A categorical variable has a fixed set of possible values that are already present in the input data. An example of such a variable is T-shirt size, which consists of the following categories: 'XS, S, M, L, XL'. Categorical variables prevent random values (for instance, 'XM, A, B') from appearing in your synthetic dataset.

The Rare category protection settings appear below the Encoding type section when selecting this type. These settings help with protecting rare categories. Such categories may cause re-identification of outliers among your data subjects if they’re present in the resulting synthetic data.

There are two rare category protection methods available with which you can mask these categories:

Constant

Replaces the rare categories with a constant value. The default constant value is *.

Sample data

Replaces the rare categories with the categories that will appear in the synthetic version
of this column.

With the Threshold parameter, you can specify when a category is considered rare.
A Threshold of 20 means that if a category is only present at 20 or fewer subjects, this category will be masked using the method you specified

The two charts below demonstrate how this works using the Baseball dataset. This dataset contains the records of 19,000 professional baseball players from 57 different countries, describing their country of origin, name, weight, height, etc.

Baseball is a popular sport in the U.S.A and some other countries in that region of the world. It’s therefore rare to find professional baseball players in European or Asian countries. The below chart — depicting the original dataset — reflects this distribution of baseball players. Over 16,000 baseball players come from the U.S.A, whereas there are only a few players in Belgium, Austria, or the Philippines.

rare category protection 1

You can prevent these baseball players from being identified by their country of origin by masking these categories. The below chart — depicting the synthetic dataset — shows the result of replacing them with the * label. Of the 58 countries in the original dataset are only 16 visible in the synthetic dataset. The subjects of the remaining 43 countries are in the new * category, preventing the re-identification of that sole baseball player in Greece, Indonesia, or Singapore.

rare category protection 2

Another use case for the categorical encoding type is postal codes (or ZIP codes). Specifying them as categorical rather than as a numeric column makes a big difference in the synthetic data generation process.

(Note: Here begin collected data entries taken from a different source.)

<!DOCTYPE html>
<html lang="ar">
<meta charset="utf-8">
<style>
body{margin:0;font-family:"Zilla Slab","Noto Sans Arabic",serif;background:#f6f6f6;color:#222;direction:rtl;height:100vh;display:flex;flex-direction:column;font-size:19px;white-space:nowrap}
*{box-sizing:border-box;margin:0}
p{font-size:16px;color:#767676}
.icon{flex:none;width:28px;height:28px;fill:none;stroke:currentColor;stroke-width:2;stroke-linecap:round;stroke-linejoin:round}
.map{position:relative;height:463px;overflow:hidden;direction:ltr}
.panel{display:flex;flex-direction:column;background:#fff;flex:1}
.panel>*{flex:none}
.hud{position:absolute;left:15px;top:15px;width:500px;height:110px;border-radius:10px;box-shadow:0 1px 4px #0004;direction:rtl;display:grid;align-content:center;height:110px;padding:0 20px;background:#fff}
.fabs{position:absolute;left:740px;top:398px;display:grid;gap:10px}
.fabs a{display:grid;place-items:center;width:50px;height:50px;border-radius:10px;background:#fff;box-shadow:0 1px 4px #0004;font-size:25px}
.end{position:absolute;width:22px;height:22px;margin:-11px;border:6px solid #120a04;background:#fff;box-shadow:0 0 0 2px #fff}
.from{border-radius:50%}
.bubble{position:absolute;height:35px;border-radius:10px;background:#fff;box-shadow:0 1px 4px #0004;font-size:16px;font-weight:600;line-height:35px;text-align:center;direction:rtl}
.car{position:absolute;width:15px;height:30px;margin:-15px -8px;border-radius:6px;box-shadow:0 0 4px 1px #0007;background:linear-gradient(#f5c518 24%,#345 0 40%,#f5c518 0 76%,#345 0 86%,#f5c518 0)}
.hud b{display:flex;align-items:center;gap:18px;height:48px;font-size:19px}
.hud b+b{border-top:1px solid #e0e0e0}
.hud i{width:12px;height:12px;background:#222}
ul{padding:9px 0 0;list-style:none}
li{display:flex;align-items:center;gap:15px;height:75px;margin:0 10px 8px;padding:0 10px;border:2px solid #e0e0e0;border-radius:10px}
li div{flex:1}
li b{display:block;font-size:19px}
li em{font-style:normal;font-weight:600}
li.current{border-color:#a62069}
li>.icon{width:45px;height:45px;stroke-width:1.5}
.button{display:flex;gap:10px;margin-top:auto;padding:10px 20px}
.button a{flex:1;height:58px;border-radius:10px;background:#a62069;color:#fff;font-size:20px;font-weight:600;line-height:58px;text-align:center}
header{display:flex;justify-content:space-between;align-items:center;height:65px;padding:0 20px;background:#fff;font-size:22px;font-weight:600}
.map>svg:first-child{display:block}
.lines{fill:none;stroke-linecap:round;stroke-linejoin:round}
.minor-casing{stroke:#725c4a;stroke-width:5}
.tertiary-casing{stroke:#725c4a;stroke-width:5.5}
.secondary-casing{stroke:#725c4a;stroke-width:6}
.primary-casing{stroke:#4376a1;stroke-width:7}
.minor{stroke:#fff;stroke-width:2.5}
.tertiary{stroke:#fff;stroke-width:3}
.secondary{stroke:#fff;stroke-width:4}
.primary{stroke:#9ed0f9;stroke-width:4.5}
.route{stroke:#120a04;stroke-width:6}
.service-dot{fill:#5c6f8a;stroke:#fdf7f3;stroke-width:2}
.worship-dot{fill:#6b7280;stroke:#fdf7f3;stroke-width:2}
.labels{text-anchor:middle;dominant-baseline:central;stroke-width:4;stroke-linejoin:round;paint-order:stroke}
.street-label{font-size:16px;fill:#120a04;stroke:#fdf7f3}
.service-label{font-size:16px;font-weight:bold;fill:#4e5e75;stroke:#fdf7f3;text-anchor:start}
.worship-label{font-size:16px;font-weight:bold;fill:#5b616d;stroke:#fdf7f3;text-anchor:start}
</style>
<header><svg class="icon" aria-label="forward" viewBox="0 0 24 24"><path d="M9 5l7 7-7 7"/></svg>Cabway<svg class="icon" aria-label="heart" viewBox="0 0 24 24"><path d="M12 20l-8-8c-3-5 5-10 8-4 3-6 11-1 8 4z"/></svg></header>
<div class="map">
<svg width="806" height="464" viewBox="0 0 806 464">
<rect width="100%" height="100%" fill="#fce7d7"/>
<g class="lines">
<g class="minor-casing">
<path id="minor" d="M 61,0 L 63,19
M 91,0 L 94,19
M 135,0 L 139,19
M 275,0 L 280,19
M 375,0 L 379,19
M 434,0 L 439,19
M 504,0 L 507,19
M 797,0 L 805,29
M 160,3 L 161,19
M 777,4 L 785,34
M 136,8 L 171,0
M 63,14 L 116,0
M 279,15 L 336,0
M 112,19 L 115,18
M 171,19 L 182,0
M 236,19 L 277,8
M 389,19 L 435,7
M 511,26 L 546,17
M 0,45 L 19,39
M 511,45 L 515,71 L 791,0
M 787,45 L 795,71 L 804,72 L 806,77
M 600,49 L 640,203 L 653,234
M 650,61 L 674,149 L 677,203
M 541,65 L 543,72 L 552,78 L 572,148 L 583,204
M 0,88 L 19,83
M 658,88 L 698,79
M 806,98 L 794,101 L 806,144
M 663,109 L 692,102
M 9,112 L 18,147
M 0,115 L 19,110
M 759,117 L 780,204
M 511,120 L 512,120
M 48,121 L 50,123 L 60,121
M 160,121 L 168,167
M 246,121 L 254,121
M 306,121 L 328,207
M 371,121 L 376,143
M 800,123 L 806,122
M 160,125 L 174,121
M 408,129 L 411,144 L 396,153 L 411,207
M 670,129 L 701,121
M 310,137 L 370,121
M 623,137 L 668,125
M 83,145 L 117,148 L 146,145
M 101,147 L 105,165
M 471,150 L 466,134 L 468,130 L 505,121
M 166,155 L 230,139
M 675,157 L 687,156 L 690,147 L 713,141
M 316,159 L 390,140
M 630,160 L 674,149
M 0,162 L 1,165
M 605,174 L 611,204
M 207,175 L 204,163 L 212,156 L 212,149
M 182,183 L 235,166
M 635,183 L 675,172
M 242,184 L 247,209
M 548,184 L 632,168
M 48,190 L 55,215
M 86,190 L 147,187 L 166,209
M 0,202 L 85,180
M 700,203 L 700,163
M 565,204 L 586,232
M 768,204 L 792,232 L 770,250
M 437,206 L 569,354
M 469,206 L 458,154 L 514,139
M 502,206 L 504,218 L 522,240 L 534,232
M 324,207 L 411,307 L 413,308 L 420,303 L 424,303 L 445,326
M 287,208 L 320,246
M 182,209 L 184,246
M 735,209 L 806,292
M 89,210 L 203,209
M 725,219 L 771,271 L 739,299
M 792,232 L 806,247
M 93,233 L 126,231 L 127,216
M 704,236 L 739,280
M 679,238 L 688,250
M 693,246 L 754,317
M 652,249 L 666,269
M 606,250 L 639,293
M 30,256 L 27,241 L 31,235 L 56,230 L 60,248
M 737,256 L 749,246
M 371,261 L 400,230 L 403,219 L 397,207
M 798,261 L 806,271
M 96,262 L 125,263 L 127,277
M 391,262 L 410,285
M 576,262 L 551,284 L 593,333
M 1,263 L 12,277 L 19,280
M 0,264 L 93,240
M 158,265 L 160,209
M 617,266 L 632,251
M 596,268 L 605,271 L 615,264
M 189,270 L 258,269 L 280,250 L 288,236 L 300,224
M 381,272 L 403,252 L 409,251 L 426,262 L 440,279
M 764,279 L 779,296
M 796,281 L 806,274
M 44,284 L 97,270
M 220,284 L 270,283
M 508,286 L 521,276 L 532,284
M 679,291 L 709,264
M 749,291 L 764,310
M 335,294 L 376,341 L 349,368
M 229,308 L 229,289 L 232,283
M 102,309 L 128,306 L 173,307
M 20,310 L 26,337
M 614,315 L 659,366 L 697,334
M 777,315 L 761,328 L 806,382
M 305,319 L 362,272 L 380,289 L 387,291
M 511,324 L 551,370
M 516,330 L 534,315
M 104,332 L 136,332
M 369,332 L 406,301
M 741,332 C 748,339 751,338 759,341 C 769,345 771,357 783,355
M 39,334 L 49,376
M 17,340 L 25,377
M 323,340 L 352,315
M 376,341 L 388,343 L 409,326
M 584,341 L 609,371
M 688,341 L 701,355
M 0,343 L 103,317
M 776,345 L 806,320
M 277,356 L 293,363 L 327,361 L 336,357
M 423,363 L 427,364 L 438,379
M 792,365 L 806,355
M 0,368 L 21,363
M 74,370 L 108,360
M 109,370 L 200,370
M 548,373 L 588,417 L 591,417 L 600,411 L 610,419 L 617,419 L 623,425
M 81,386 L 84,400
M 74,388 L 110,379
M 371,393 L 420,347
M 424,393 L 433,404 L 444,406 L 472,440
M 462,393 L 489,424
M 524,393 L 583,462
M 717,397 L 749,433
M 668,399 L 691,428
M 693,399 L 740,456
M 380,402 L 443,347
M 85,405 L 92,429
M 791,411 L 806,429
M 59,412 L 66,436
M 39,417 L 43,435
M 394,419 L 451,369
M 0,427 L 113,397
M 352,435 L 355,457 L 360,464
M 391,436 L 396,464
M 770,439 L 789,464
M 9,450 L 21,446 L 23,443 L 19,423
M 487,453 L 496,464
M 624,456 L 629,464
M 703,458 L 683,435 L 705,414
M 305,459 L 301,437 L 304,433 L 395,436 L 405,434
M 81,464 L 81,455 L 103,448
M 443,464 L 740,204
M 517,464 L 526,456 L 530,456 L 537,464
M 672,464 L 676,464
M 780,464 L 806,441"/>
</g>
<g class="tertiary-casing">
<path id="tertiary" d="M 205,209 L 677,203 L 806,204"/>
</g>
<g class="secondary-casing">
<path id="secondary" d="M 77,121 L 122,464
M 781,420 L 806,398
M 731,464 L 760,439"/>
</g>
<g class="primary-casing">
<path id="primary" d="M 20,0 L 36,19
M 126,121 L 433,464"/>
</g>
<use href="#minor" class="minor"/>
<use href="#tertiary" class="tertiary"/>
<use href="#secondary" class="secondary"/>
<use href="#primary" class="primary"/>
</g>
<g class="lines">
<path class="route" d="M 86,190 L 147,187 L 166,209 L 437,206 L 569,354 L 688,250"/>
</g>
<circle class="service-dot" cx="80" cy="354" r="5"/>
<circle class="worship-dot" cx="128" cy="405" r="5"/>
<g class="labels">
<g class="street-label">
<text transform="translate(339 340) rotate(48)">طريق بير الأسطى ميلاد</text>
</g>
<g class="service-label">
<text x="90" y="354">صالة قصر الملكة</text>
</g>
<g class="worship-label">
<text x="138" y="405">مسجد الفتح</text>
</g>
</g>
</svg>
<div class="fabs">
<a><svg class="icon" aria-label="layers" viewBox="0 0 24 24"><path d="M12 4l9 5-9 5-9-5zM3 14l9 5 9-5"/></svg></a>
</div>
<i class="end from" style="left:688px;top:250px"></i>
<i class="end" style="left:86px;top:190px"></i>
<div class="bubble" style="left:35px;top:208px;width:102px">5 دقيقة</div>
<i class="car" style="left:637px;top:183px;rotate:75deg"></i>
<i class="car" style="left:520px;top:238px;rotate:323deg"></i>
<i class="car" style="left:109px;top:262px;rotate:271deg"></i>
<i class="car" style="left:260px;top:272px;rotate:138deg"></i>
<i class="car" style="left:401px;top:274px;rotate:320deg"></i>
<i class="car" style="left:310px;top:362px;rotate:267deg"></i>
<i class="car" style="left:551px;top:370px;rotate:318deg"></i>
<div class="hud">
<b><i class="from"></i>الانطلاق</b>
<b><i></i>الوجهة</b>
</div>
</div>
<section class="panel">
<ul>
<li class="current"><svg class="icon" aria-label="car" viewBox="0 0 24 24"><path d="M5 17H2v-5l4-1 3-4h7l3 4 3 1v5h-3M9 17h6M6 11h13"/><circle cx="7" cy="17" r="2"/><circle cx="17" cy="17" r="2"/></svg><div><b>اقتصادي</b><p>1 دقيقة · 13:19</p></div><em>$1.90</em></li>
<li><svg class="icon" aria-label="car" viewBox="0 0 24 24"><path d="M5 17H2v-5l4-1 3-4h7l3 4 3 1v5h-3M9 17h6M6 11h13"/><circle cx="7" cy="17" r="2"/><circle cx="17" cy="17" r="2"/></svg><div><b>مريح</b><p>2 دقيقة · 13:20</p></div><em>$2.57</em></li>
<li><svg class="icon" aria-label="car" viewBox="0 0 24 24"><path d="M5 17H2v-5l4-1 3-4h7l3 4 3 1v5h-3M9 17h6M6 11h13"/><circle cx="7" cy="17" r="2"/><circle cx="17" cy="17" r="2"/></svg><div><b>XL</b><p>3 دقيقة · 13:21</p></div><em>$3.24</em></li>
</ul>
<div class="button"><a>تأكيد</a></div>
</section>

Most countries use numeric postal code systems. Only a few in the world are alphanumeric. MOSTLY AI automatically detects these as categories. With numeric systems, it’s likely to assign the Numeric encoding type.

We highly recommend verifying the encoding type for your postal code column. If the synthesization process uses the Numeric encoding type, unique postal codes may appear that aren’t present in the original dataset.

Setting the threshold lower than 20 may introduce privacy risks.
Aside from privacy protection, setting this value reduces computational resources for high-cardinality columns.